The families argue in the claim that their children were working illegally at mines owned by UK mining company Glencore. The court papers allege that cobalt from the Glencore-owned mines is sold to Umicore, a Brussels-based metal and mining trader, which then sells battery-grade cobalt to Apple, Google, Tesla, Microsoft and Dell.

Other plaintiffs in the court documents say they worked at mines owned by Zhejiang Huayou Cobalt, a major Chinese cobalt firm, which the lawsuit claims supplies Apple, Dell, and Microsoft and is likely to supply the other defendants.
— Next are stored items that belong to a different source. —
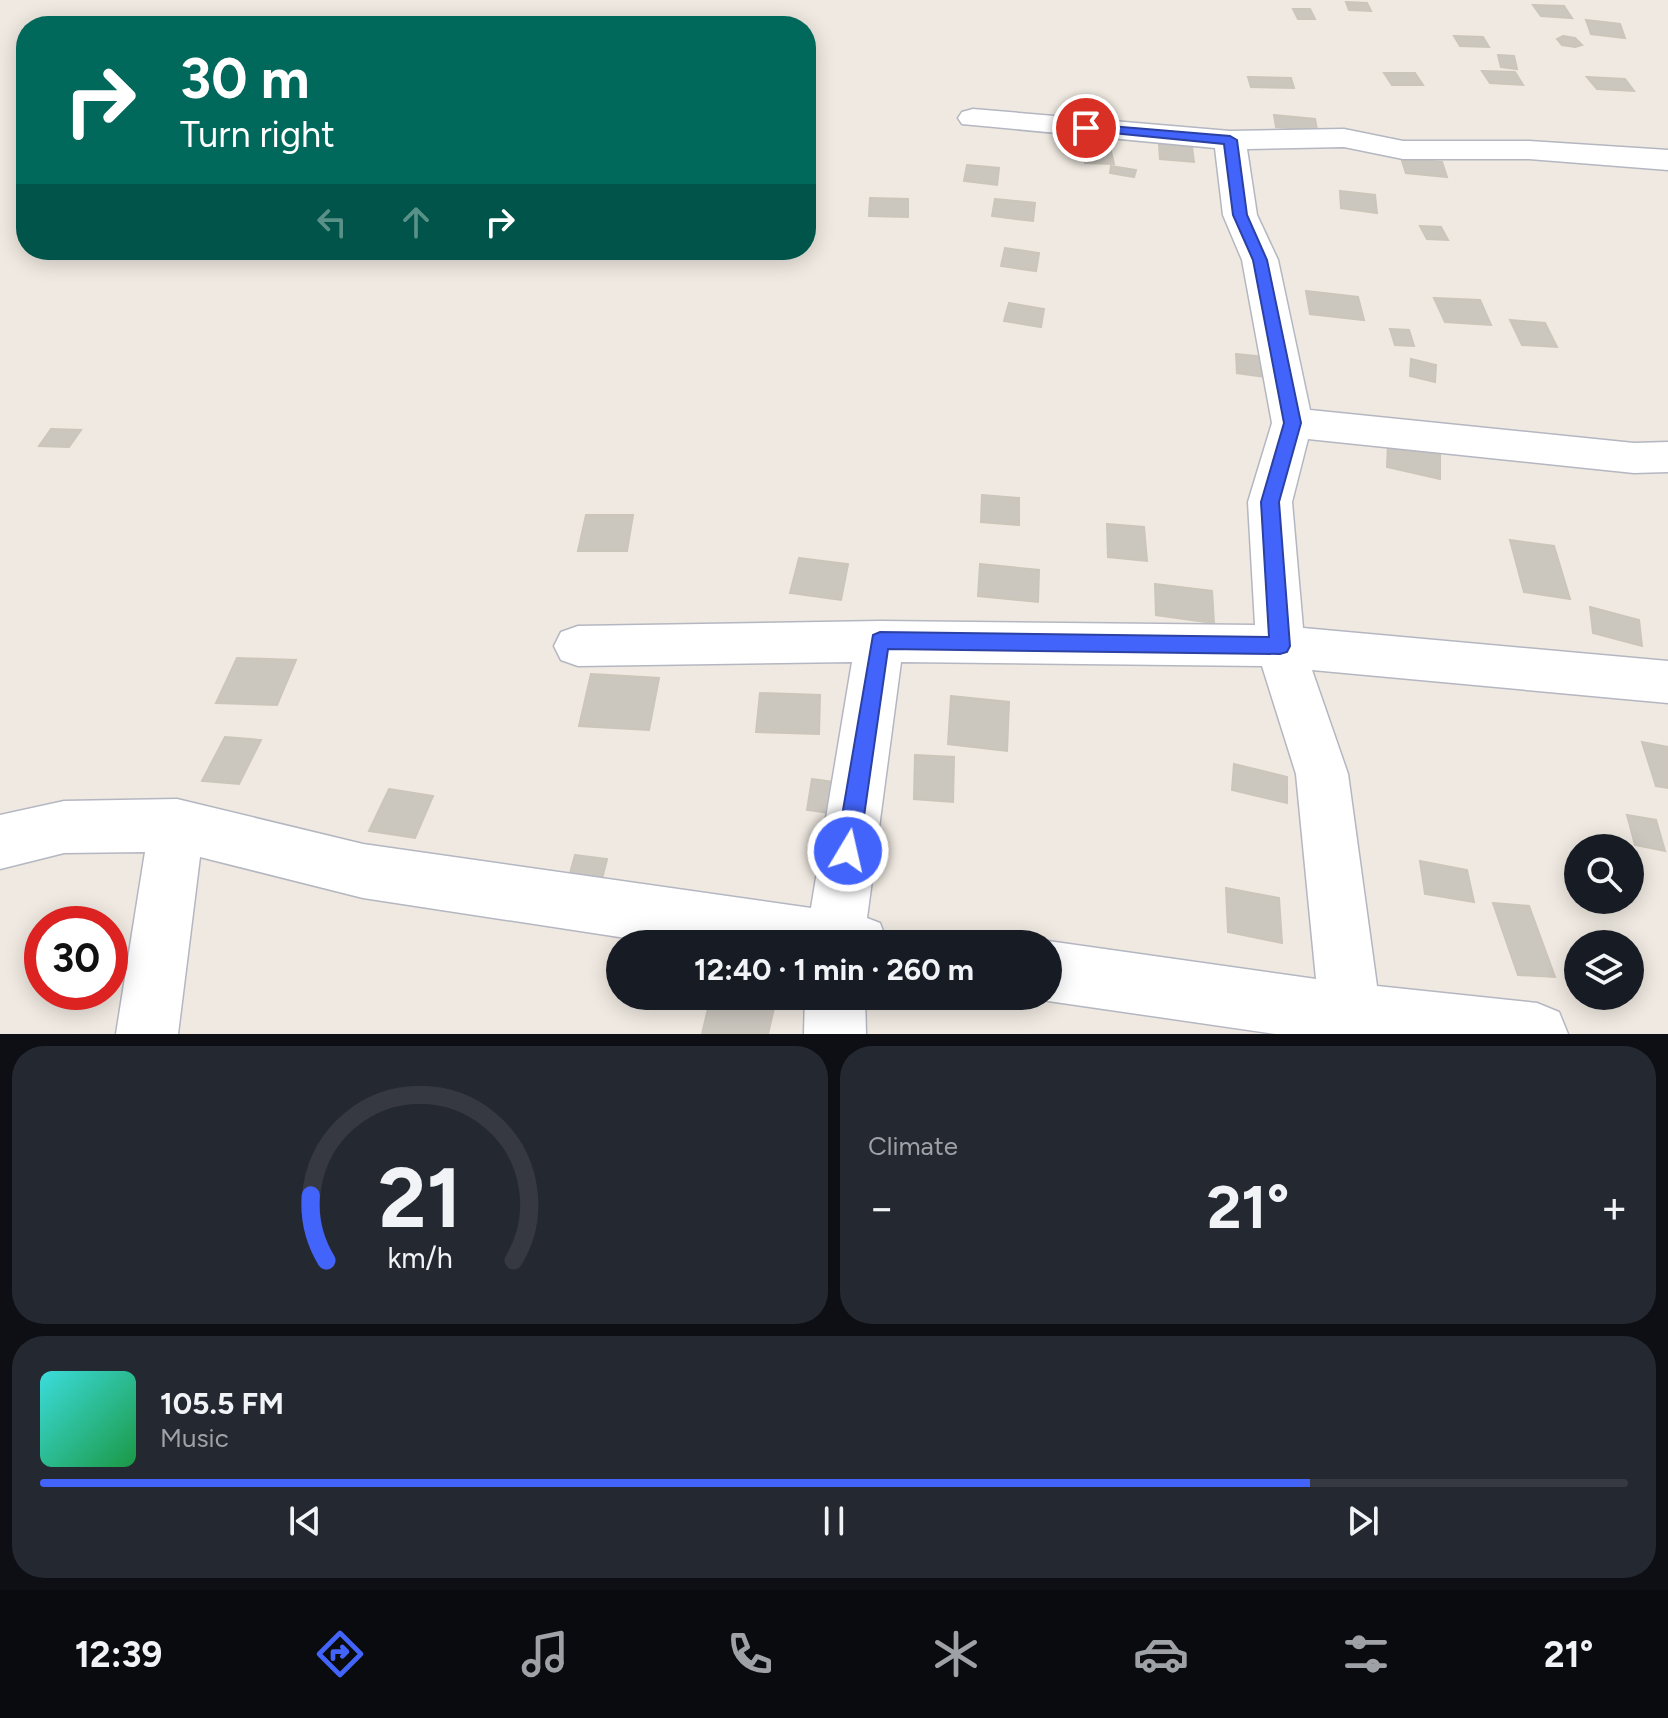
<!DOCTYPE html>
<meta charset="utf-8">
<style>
body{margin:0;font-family:Figtree,sans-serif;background:#242831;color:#f1f3f6;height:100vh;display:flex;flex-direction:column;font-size:30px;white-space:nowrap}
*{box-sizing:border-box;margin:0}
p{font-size:26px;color:#9ea1a6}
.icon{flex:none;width:44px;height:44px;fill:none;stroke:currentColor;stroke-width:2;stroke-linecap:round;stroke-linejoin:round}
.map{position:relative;height:1034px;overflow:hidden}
.details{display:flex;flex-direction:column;gap:12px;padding:12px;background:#0d0f14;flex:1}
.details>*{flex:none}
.banner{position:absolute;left:16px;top:16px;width:800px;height:244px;border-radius:32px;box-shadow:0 4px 20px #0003;background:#00695c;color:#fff;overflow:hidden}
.tools{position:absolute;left:1564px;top:834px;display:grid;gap:16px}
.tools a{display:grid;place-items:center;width:80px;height:80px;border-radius:50%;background:#171b24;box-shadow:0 4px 20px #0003;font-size:40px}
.speed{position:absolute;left:24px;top:906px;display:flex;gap:16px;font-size:40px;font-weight:700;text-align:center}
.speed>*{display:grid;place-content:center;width:104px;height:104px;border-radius:50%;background:#171b24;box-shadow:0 4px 20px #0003;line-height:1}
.speed .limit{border:12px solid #d22;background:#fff;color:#111}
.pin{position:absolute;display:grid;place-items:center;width:68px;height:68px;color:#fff;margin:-34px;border:4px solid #fff;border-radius:50%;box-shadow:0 2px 8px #0007}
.me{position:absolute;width:88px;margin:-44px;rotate:9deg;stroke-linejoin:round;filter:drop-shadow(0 0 6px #0008)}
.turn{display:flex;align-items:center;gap:28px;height:168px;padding:0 32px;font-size:36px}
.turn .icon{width:104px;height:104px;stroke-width:2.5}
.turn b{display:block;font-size:56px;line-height:68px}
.lanes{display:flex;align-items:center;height:76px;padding:0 32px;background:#0003;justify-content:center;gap:40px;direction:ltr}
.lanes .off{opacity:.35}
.big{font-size:60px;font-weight:700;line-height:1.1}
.details .card{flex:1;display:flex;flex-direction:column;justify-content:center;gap:12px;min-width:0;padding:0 28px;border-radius:32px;background:#242831}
.details .dial{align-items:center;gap:0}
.dial svg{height:208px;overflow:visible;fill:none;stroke:#363941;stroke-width:7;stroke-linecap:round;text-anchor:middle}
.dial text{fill:#f1f3f6;stroke:none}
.song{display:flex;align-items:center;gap:24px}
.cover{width:96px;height:96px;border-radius:12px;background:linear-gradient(135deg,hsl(180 70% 55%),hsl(140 70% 35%))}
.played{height:8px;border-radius:4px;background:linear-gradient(90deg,#4264fb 80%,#363941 80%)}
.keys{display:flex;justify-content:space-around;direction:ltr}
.heat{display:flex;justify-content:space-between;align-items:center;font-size:44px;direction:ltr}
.details .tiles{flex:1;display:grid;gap:12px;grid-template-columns:1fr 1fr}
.card:last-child{grid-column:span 2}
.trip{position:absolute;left:606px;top:930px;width:456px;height:80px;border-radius:40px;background:#171b24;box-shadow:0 4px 20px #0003;font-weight:700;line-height:80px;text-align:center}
.tab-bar{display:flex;height:128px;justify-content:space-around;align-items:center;background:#090b0e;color:#9ea1a6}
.tab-bar .icon{width:56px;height:56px}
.tab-bar .active{color:#4264fb}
.tab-bar b{font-size:36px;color:#f1f3f6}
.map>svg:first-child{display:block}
.building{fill:#cbc7bf;stroke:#cbc5ba;stroke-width:2}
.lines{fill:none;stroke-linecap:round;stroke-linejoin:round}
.minor-casing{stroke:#b4b7c1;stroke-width:3}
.minor{fill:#fff;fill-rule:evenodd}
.route{fill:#4264fb;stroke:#2b41a3;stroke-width:2}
</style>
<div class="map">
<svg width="1668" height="1034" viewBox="0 0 1668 1034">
<rect width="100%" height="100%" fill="#efe9e1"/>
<path class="building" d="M1346,2L1367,3L1371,11L1349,10Z
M1533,5L1564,6L1572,18L1541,16Z
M1293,9H1310L1315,19H1298Z
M1586,20L1620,24L1625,38L1591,34Z
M1454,36L1483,37L1489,47L1460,46Z
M1563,36L1575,38L1582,45L1575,47L1562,45L1557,39Z
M1498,55L1514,56L1517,69L1501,67Z
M1482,71L1515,72L1523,85L1490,83Z
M1384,73H1415L1423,85H1392Z
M1248,77L1291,78L1294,88L1251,87Z
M1587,77L1625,79L1634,91L1597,89Z
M1274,115L1315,119L1317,130L1276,127Z
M1159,144L1192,147L1194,162L1160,159Z
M1081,146L1110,147L1114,164L1085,163Z
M1401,158L1442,162L1447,177L1406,173Z
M967,165L999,168L997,185L964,181Z
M1111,166L1136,170L1134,177L1110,173Z
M1340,191L1375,195L1377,213L1341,208Z
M870,198L908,199V217L869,216Z
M995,199L1035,203L1033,221L992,216Z
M1420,226L1441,227L1448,240L1427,239Z
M1005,248L1039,253L1036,271L1001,266Z
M1306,291L1358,297L1364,320L1310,314Z
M1434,298L1480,300L1491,325L1445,322Z
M1009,303L1044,309L1041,327L1004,321Z
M1510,320L1545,323L1557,347L1522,345Z
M1390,329L1409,330L1414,346L1395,345Z
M1236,354L1265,357L1266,377L1237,373Z
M1411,359L1436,365L1435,382L1410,376Z
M51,429L81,430L69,447L39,446Z
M1388,444L1440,455V479L1387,467Z
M982,495L1019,498V525L981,522Z
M586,515H633L627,551H578Z
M1107,524L1144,527L1147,561L1108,557Z
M1510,540L1554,546L1570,599L1524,592Z
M799,558L848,564L841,600L790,593Z
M980,564L1039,570L1038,602L978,596Z
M1155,584L1212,591L1214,623L1156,615Z
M1590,607L1639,620L1642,646L1593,633Z
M237,658L296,660L277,705L216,703Z
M591,674L659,678L649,730L579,726Z
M760,693L820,695L819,734L756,732Z
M951,696L1009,702L1007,751L948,744Z
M225,737L261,740L239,784L202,781Z
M1642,742L1668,747V788L1656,786Z
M915,755L954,757L953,802L914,799Z
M1234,764L1287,777V803L1232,790Z
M812,779L842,783L837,814L807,810Z
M389,789L433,796L415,838L369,831Z
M1627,815L1656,820L1665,851L1635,845Z
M575,855L607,859L600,887L567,884Z
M1420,861L1467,870L1474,902L1425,894Z
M1226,888L1279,898L1282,943L1228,932Z
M1493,903L1529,906L1555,977L1518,975Z
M711,996L774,1008L768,1034H702Z"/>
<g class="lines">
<defs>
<path id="minor" d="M973,109L1230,131L1344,129L1403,141H1529L1668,150V170L1529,159H1403L1344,147L1247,149L1257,215L1278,260L1310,410L1634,443L1668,442V472L1634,473L1308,439L1292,502L1303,628L1668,661V703L1312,670L1348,774L1377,986L1537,1003L1559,1012L1568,1034H1276L1048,1001L1036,996H1048V944H1041L1048,941L1316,979L1296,774L1262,666L901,662L867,918L880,923L888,944H665L363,898L200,857L178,1034H116L145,852L64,853L0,869V815L64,801L177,799L363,844L811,908L852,662L578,666L561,660L554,646L561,632L578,626L880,621L1255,625L1248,502L1272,423L1242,260L1223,215L1215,148L962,124L958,118L962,112Z
M805,996H865L866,1034H804Z"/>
</defs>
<use href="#minor" class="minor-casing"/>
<use href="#minor" class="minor"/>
</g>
<path class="route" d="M1086,124L1230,136L1237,140L1247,215L1267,260L1301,423L1279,502L1290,646L1287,652L1280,654L888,649L859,851L856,858L848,862L840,858L836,851L873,635L880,632L1269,637L1261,502L1284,423L1253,260L1233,215L1224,144L1082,130L1080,128Z"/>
</svg>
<div class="tools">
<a><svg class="icon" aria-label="search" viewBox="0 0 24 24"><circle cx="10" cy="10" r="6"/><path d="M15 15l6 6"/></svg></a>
<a><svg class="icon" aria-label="layers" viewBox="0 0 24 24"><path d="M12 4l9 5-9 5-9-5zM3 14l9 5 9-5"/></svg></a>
</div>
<div class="speed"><div class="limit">30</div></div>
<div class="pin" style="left:1086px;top:128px;background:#d93025"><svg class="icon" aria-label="arrive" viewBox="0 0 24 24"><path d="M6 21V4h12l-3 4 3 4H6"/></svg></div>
<svg class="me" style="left:848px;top:851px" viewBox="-20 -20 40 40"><circle r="17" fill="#4264fb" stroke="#fff" stroke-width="3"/><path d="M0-11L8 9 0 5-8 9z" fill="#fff"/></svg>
<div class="trip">12:40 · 1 min · 260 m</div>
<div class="banner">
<div class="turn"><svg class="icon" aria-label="right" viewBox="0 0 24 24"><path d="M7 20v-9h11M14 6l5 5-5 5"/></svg><div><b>30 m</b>Turn right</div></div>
<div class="lanes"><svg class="icon off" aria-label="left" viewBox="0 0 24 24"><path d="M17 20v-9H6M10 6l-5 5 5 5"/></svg><svg class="icon off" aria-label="ahead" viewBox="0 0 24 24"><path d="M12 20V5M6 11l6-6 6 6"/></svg><svg class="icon" aria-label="right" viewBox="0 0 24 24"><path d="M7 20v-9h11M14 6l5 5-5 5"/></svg></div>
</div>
</div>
<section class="details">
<div class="tiles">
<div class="card dial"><svg viewBox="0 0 100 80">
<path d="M14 69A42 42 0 1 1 86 69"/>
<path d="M14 69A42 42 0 0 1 8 44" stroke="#4264fb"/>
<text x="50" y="56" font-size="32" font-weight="700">21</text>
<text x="50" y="72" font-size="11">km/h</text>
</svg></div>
<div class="card"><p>Climate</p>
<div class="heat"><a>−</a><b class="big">21°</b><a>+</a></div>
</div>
<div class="card">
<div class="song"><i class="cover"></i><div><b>105.5 FM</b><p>Music</p></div></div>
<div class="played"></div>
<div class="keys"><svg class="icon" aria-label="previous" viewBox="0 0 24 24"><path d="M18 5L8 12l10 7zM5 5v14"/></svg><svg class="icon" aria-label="pause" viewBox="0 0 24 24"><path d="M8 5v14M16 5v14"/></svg><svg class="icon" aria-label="next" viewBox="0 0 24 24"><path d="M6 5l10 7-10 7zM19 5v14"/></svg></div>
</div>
</div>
</section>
<nav class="tab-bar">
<b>12:39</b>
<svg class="icon active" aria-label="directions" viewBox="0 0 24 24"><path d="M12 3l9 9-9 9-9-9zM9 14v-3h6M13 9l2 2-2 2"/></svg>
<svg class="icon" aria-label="music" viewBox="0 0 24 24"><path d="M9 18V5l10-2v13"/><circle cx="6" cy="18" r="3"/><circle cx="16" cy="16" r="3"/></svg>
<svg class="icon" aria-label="phone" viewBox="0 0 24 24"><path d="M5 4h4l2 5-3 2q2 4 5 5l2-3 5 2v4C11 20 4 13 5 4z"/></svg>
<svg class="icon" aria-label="climate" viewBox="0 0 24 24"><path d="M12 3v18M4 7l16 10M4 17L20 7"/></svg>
<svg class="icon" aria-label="car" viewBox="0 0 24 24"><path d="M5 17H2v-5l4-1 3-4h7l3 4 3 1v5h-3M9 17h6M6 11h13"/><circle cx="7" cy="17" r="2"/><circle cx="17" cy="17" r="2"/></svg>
<svg class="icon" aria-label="filters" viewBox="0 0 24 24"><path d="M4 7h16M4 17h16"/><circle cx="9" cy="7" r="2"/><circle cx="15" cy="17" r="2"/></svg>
<b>21°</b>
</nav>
In the court documents, the Congolese families describe how their children were driven by extreme poverty to seek work in large mining sites, where they claim they were paid as little as $2 (£1.50) a day for backbreaking and dangerous work digging for cobalt rocks with primitive tools in dark, underground tunnels.

The families claim that some of the children were killed in tunnel collapses while others were paralysed or suffered life-changing injuries from accidents.

Child digging for cobalt on the industrial mine hill adjacent to Lake Malo in Democratic Republic of Congo.



Child digging for cobalt on a mine hill adjacent to Lake Malo in DRC. Photograph: Siddharth Kara

One plaintiff – named Jane Doe 1 – says in the court papers that her nephew was forced to seek work in the cobalt mines when he was a small child after the family could not continue to pay his $6 monthly school fee. The lawsuit claims that in April last year he was working in a mine operated by Kamoto Copper Company, which is owned and controlled by Glencore. He was working underground in a tunnel, digging for cobalt rocks, when the tunnel collapsed and he was buried alive. His family say they have never recovered his body.

Another child, referred to as John Doe 1, says that he started working in the mines when he was nine. The lawsuit claims that earlier this year, he was working as a human mule for Kamoto Copper Company, carrying bags of cobalt rocks for $0.75 a day, when he fell into a tunnel. After he was dragged out of the tunnel by fellow workers, he says he was left alone on the ground at the mining site until his parents heard about the accident and arrived to help him. He is now paralysed from the chest down and will never walk again.

Other families included in the claim say that their children were killed in tunnel collapses or suffered serious injuries such as smashed limbs and broken spines while crawling through tunnels or carrying heavy loads. The families say that none were paid any compensation for the deaths and injuries.

One of the central allegations in the lawsuit is that Apple, Google, Dell, Microsoft and Tesla were aware and had “specific knowledge” that the cobalt they use in their products is linked to child labour performed in hazardous conditions, and were complicit in the forced labour of the children.

The families argue in the court papers that all companies named as defendants entered into commercial “ventures” with the mining companies operating in DRC, and all gained significant financial advantages from the widespread illegal mining of cobalt by children, which continues to enter global supply chains.

Children digging for  cobalt near Lake Malo in DRC.



Children digging for cobalt near Lake Malo. Photograph: Siddharth Kara

The court papers claim that Apple, Dell, Microsoft, Google and Tesla all have the authority and resources to supervise and regulate their cobalt supply chains and that their inability to do so contributed to the deaths and injuries suffered by their clients.

A spokesperson for Glencore said: “Glencore supports and respects human rights in a manner consistent with the universal declaration of human rights.

“Glencore does not tolerate any form of child, forced, or compulsory labour.”

Huayou, Apple, Google, Dell, Microsoft and Tesla have also been approached for comment.